[SOURCE MATERIAL]
------
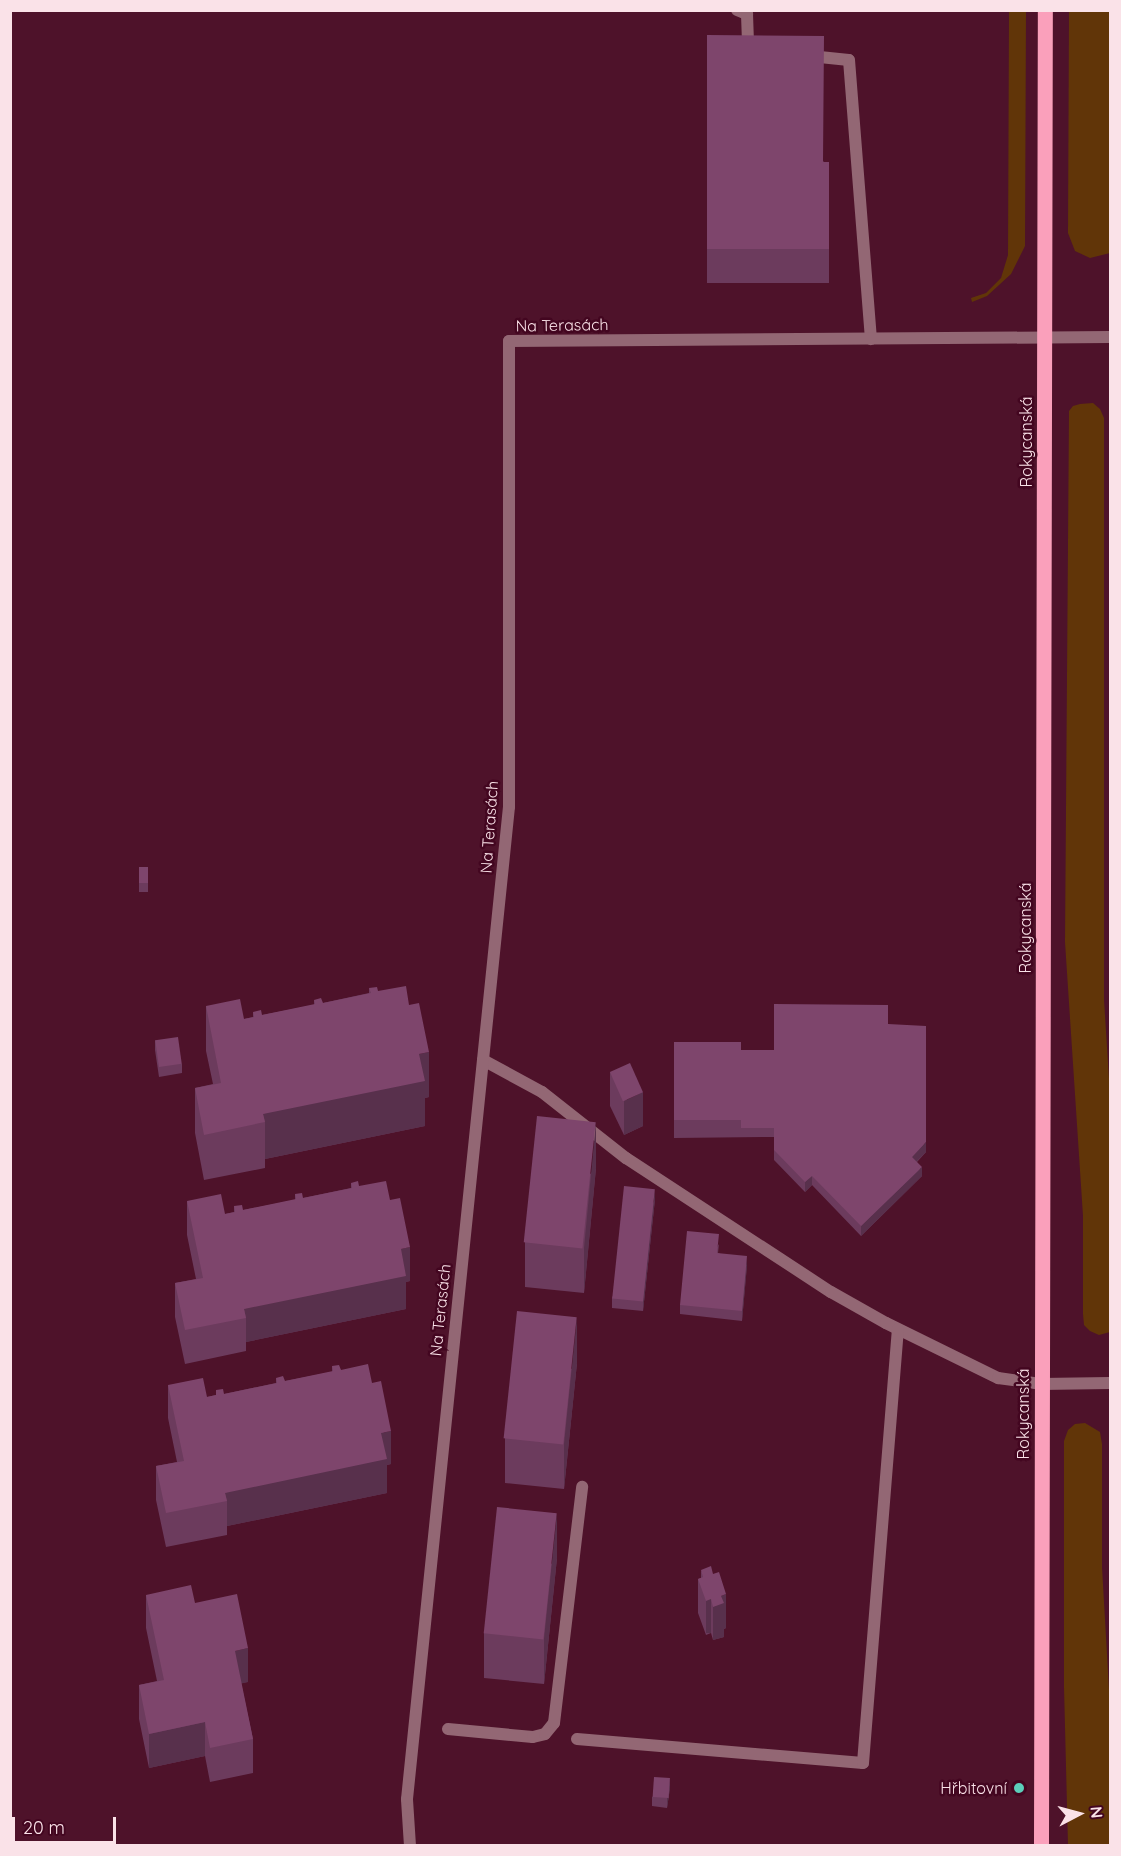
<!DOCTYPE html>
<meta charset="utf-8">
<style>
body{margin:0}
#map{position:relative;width:1121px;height:1856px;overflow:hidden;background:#4e122a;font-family:Quicksand,sans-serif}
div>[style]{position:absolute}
.green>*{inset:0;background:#613508}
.lane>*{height:12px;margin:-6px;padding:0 6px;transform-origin:6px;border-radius:6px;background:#936774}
.street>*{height:12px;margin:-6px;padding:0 6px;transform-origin:6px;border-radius:6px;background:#936774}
.primary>*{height:15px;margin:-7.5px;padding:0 7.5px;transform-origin:7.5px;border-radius:7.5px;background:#faa0bb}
.wall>*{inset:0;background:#6c3b5d;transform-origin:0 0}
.shaded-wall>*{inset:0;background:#58304c;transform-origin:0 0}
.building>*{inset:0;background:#7e456c;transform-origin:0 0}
.dots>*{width:16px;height:16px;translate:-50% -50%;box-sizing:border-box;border:3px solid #430620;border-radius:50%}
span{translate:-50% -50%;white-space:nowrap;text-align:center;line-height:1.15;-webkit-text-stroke:5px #430620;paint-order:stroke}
.street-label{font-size:16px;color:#fae2e8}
.poi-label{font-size:16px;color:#fae2e8}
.right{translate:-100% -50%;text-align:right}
.frame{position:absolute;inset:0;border:12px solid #fae2e8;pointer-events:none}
.north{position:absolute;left:1049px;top:1784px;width:60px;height:60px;-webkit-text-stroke:4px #430620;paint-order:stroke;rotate:84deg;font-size:16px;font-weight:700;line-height:24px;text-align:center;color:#fae2e8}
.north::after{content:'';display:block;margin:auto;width:21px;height:27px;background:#fae2e8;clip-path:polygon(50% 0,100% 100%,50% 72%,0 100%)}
.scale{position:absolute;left:12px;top:1817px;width:104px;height:27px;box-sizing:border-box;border:3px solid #fae2e8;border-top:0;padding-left:8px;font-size:18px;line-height:21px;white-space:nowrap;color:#fae2e8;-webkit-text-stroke:4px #430620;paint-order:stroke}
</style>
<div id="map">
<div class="green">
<div style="clip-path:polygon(1009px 11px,1026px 11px,1025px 246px,1011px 274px,987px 296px,972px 302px,971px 298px,986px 293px,1001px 278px,1008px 255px)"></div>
<div style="clip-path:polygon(1069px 11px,1110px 11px,1110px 253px,1090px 258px,1075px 251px,1068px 233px)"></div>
<div style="clip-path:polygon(1093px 403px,1100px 409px,1104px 418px,1104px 1000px,1110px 1094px,1110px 1332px,1099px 1335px,1090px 1331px,1084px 1325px,1083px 1314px,1083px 1216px,1065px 942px,1069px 411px,1073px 406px,1080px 404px)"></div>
<div style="clip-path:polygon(1085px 1423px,1100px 1432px,1102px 1444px,1102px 1567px,1110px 1707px,1110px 1845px,1068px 1845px,1064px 1687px,1064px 1441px,1068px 1430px,1075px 1424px)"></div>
</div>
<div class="lane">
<div style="left:737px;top:10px;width:11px;rotate:22deg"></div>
<div style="left:747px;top:14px;width:35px;rotate:88deg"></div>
<div style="left:748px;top:49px;width:3px"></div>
<div style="left:810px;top:56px;width:39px;rotate:6deg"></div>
<div style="left:849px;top:60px;width:280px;rotate:85.5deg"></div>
<div style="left:483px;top:1060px;width:67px;rotate:28.5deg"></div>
<div style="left:542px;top:1092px;width:107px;rotate:38.2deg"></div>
<div style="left:626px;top:1158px;width:245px;rotate:33.2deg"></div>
<div style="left:831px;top:1292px;width:63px;rotate:29.4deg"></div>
<div style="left:886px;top:1323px;width:125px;rotate:26.2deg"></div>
<div style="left:998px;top:1378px;width:43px;rotate:7.9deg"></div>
<div style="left:1041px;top:1384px;width:69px;rotate:-0.8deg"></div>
<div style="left:448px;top:1729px;width:85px;rotate:5.4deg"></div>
<div style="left:533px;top:1737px;width:12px;rotate:-14deg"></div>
<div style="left:545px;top:1734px;width:14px;rotate:-51deg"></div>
<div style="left:554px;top:1723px;width:238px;rotate:-83.2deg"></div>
<div style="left:577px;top:1739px;width:287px;rotate:4.8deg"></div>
<div style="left:863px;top:1763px;width:435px;rotate:-85.4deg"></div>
</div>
<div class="street">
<div style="left:410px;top:1846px;width:47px;rotate:-93.7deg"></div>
<div style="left:407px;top:1799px;width:997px;rotate:-84.13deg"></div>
<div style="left:509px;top:807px;width:466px;rotate:-90deg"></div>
<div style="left:509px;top:341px;width:601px;rotate:-0.38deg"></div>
</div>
<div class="primary">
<div style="left:1041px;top:1846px;width:1836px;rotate:-89.88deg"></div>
</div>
<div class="wall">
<div style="clip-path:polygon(707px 35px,824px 162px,829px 162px,829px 283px,707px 283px)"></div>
<div style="left:139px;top:867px;width:9px;height:25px"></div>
<div style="clip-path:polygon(369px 988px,378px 991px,429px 1097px,425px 1098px,425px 1126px,265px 1159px,265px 1168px,204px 1180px,195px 1133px,195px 1088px,213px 1084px,206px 1051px,206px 1006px,244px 1019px,253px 1017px,253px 1012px,262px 1015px,314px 1005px,314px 1000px,323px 1003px,369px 993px)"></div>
<div style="clip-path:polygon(888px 1024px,926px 1152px,917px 1162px,922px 1176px,861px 1236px,812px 1185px,805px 1192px,774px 1160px,774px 1137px,674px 1138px,674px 1042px,741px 1050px,774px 1050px)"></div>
<div style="clip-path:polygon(155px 1040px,182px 1064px,182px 1073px,159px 1077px,155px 1050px)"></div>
<div style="clip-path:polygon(610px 1072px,643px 1126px,624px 1135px,610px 1106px)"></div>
<div style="clip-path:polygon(596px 1168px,584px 1293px,525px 1287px,525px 1242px)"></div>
<div style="clip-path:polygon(351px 1183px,359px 1186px,410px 1281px,406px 1282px,406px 1309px,246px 1342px,246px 1351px,185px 1364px,175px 1317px,175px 1283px,196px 1279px,187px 1235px,187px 1201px,225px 1214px,234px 1212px,234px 1206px,243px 1210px,295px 1200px,295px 1194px,303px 1198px,351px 1188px)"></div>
<div style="clip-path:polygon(655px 1199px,643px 1311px,612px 1308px,612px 1298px)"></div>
<div style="clip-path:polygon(719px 1244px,718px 1253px,747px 1265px,742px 1321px,680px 1314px,680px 1305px)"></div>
<div style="clip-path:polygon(577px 1363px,564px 1489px,505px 1483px,505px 1438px)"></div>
<div style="clip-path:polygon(332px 1366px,372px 1383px,391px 1464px,387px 1465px,387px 1493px,227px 1526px,227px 1535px,166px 1547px,156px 1500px,156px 1466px,177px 1462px,168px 1418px,168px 1385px,207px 1397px,216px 1395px,216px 1390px,224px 1394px,276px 1383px,276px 1378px,285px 1381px,332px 1372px)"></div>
<div style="clip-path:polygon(557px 1558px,544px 1684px,484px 1678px,484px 1633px)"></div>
<div style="clip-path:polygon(701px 1570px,726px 1628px,724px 1629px,724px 1637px,713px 1640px,711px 1633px,706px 1635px,698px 1613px,698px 1579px,701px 1578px)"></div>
<div style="clip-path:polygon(146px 1595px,195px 1603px,248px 1682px,241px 1683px,253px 1739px,253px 1773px,210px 1782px,205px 1756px,149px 1768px,139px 1719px,139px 1685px,157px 1681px,146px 1628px)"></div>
<div style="clip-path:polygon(670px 1788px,667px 1808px,652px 1806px,652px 1797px)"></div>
</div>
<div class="shaded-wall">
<div style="clip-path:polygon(429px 1052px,429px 1097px,425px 1098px,425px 1126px,265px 1159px,265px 1122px,263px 1114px,419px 1054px)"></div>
<div style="clip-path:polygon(643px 1092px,643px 1126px,624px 1135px,624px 1101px)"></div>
<div style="clip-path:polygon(596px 1122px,596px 1168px,584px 1293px,584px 1248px)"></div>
<div style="clip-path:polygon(926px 1142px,926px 1152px,912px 1166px,912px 1157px)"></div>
<div style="clip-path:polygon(922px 1167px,922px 1176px,861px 1236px,861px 1226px)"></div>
<div style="clip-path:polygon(812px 1176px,812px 1185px,805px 1192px,805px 1182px)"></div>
<div style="clip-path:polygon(655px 1189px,655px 1199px,643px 1311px,643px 1301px)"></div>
<div style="clip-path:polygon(410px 1247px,410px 1281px,406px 1282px,406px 1309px,246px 1342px,246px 1318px,244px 1309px,401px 1249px)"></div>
<div style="clip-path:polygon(747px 1256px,747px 1265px,742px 1321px,742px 1311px)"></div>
<div style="clip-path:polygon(577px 1317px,577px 1363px,564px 1489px,564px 1444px)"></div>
<div style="clip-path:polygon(391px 1431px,391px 1464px,387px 1465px,387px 1493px,227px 1526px,227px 1501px,225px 1493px,381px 1433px)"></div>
<div style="clip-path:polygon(557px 1513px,557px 1558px,544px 1684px,544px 1639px)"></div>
<div style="clip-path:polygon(726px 1594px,726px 1628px,724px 1629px,724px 1637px,713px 1640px,713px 1607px,721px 1596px)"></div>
<div style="left:711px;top:1599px;width:34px;height:5px;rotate:90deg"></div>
<div style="clip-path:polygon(248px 1648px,248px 1682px,235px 1685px,235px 1651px)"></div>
<div style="clip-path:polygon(205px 1722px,205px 1756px,149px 1768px,149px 1734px)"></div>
<div style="clip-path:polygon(670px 1778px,670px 1788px,667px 1808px,667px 1799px)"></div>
</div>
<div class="building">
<div style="clip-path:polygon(707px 35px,824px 36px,823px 162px,829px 162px,829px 249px,707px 249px)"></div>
<div style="left:139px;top:867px;width:9px;height:16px"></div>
<div style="clip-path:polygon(406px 986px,409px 1005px,419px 1003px,429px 1052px,419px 1054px,425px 1081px,263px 1114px,265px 1122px,204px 1135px,195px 1088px,221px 1083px,206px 1006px,240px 999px,244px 1019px,254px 1017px,253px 1012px,261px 1010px,262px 1015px,315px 1004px,314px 1000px,321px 998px,323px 1003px,371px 993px,369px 988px,377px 987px,378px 991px)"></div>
<div style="clip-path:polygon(774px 1004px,888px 1005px,888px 1024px,926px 1026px,926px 1142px,912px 1157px,922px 1167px,861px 1226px,812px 1176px,805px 1182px,774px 1150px,774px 1128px,741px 1128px,741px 1050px,774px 1050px)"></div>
<div style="left:178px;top:1037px;width:27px;height:23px;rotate:82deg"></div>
<div style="left:674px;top:1042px;width:67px;height:78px"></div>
<div style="left:630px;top:1063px;width:32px;height:22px;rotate:66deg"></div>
<div style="left:537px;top:1116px;width:59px;height:127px;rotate:6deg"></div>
<div style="clip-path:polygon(358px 1181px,359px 1186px,386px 1181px,390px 1200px,400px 1198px,410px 1247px,401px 1249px,406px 1276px,244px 1309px,246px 1318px,185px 1330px,175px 1283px,203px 1278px,187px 1201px,221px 1194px,225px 1214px,235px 1212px,234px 1206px,242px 1205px,243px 1210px,296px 1199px,295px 1194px,302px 1193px,303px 1198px,352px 1188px,351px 1183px)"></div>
<div style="left:624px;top:1186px;width:31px;height:113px;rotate:6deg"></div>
<div style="clip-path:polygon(687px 1231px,719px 1234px,717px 1253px,747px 1256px,742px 1311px,680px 1305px)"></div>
<div style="left:517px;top:1311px;width:60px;height:128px;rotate:6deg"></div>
<div style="clip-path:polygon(368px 1364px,372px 1383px,381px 1381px,391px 1431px,381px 1433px,387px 1459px,225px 1493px,227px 1501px,166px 1513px,156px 1466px,184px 1461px,168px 1385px,203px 1378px,207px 1397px,216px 1395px,216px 1390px,223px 1389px,224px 1394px,277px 1383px,276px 1378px,283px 1376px,285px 1381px,333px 1371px,332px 1366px,339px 1365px,341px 1370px)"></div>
<div style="left:497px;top:1507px;width:60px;height:127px;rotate:6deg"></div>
<div style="clip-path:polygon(711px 1566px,713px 1574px,719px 1572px,726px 1594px,721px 1596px,724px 1603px,713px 1607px,711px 1599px,706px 1601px,698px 1579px,703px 1577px,701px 1570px)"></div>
<div style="clip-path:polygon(191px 1585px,195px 1603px,237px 1594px,248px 1648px,235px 1651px,253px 1739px,210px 1748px,205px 1722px,149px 1734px,139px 1685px,164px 1680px,146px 1595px)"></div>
<div style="left:654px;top:1777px;width:16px;height:20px;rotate:4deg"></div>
</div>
<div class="dots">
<div style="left:1019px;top:1788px;background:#5cceba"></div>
</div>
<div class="street-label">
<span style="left:562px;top:325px;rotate:-1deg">Na Terasách</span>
<span style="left:1026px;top:442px;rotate:-90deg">Rokycanská</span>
<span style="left:489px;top:827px;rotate:-86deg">Na Terasách</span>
<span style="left:1025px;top:928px;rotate:-90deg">Rokycanská</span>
<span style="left:440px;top:1310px;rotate:-84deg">Na Terasách</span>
<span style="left:1023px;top:1414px;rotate:-90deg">Rokycanská</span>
</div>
<div class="poi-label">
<span class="right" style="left:1007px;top:1788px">Hřbitovní</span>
</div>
<div class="frame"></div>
<div class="north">N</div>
<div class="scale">20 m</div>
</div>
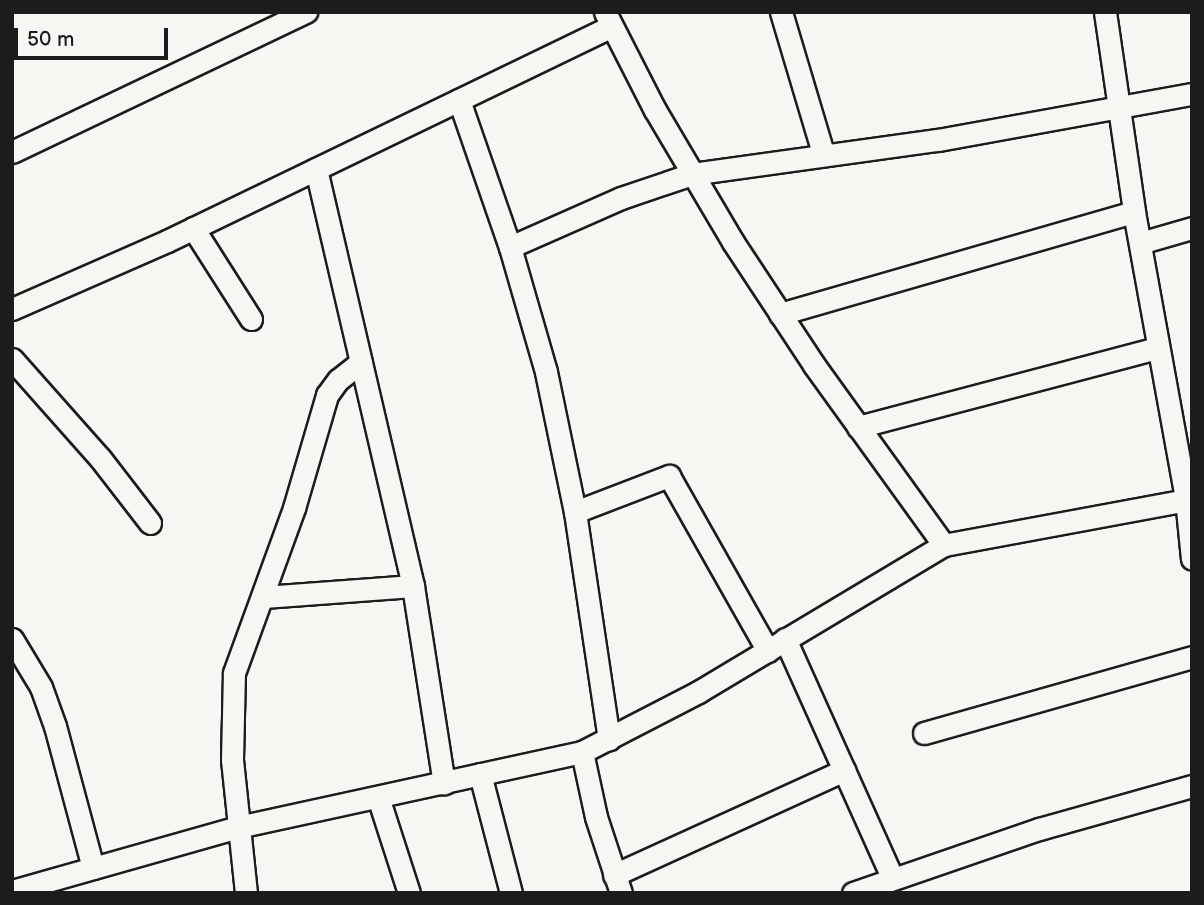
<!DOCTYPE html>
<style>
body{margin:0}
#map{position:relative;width:1204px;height:905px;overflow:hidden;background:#f6f6f2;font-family:"Balsamiq Sans",sans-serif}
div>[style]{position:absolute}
.roads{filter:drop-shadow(2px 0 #1c1c1c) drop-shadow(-2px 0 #1c1c1c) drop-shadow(0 2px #1c1c1c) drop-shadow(0 -2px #1c1c1c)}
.minor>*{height:21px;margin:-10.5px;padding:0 10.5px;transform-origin:10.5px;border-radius:10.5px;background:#f6f6f2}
span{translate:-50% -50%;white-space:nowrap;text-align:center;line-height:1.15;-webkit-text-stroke:5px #f6f6f2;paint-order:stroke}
.frame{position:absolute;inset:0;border:14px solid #1c1c1c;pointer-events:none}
.scale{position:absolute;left:14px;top:28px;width:154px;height:32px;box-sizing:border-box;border:4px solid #1c1c1c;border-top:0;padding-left:9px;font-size:21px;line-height:24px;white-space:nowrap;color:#1c1c1c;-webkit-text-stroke:5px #f6f6f2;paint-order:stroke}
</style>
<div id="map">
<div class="roads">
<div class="minor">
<i style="left:605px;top:12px;width:110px;rotate:63deg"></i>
<i style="left:655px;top:110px;width:153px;rotate:59.4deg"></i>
<i style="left:733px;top:242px;width:147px;rotate:56.6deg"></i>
<i style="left:814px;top:365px;width:222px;rotate:54.2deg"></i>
<i style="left:781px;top:12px;width:147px;rotate:73.4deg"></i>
<i style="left:1105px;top:12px;width:202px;rotate:81.7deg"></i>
<i style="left:1134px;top:212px;width:292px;rotate:79.7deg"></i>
<i style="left:1186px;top:499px;width:60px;rotate:84.3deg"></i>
<i style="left:459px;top:100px;width:156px;rotate:70.9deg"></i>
<i style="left:510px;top:247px;width:130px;rotate:73.9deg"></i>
<i style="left:546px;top:372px;width:143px;rotate:78.3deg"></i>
<i style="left:575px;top:512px;width:230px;rotate:81.5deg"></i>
<i style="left:12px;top:152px;width:326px;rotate:-25.5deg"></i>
<i style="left:316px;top:169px;width:428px;rotate:76.9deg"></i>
<i style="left:413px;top:586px;width:200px;rotate:81.1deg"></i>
<i style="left:193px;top:228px;width:108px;rotate:57.5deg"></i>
<i style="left:1140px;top:243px;width:54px;rotate:-16.1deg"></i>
<i style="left:510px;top:247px;width:121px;rotate:-23.8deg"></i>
<i style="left:621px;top:198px;width:75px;rotate:-18.7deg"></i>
<i style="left:692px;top:174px;width:248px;rotate:-7.9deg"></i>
<i style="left:938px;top:140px;width:258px;rotate:-10.3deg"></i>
<i style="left:12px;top:309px;width:169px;rotate:-23.7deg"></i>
<i style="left:167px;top:241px;width:493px;rotate:-25.8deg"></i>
<i style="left:780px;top:314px;width:368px;rotate:-16.1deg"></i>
<i style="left:12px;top:359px;width:132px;rotate:48.4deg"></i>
<i style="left:100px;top:458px;width:82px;rotate:52.4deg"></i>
<i style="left:858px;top:427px;width:310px;rotate:-14.8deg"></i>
<i style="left:575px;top:512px;width:101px;rotate:-21deg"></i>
<i style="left:669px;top:476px;width:201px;rotate:60.5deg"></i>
<i style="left:264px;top:597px;width:149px;rotate:-4.2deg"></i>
<i style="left:12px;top:639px;width:56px;rotate:58.9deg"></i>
<i style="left:41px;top:687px;width:41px;rotate:70.3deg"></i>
<i style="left:55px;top:726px;width:147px;rotate:75deg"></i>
<i style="left:785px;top:639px;width:261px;rotate:65.8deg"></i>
<i style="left:924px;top:733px;width:279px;rotate:-15.8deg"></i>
<i style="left:582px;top:752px;width:66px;rotate:77.8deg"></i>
<i style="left:596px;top:817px;width:80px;rotate:71.8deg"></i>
<i style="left:480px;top:774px;width:123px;rotate:75.4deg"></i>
<i style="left:378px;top:797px;width:101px;rotate:72.1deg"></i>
<i style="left:614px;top:875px;width:253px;rotate:-24.5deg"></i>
<i style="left:12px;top:891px;width:235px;rotate:-15.8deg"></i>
<i style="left:238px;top:827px;width:352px;rotate:-12.3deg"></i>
<i style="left:582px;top:752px;width:131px;rotate:-27.3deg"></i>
<i style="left:698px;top:692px;width:287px;rotate:-30.9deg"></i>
<i style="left:944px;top:545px;width:252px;rotate:-10.5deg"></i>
<i style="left:246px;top:893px;width:134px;rotate:-96deg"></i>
<i style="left:232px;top:760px;width:87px;rotate:-88.7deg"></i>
<i style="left:234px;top:673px;width:176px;rotate:-70deg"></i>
<i style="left:294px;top:508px;width:118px;rotate:-73.7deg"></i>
<i style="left:327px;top:395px;width:19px;rotate:-54deg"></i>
<i style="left:338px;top:380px;width:29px;rotate:-38deg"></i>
<i style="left:853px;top:893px;width:197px;rotate:-19deg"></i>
<i style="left:1039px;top:829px;width:159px;rotate:-15.7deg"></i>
</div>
</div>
<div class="frame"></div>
<div class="scale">50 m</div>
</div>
------
[EXERCISE DESCRIPTION] Using the entries above, give the number of lines that carry the string "serif", without anything else.

[RESPONSE FOR THIS EXERCISE] 2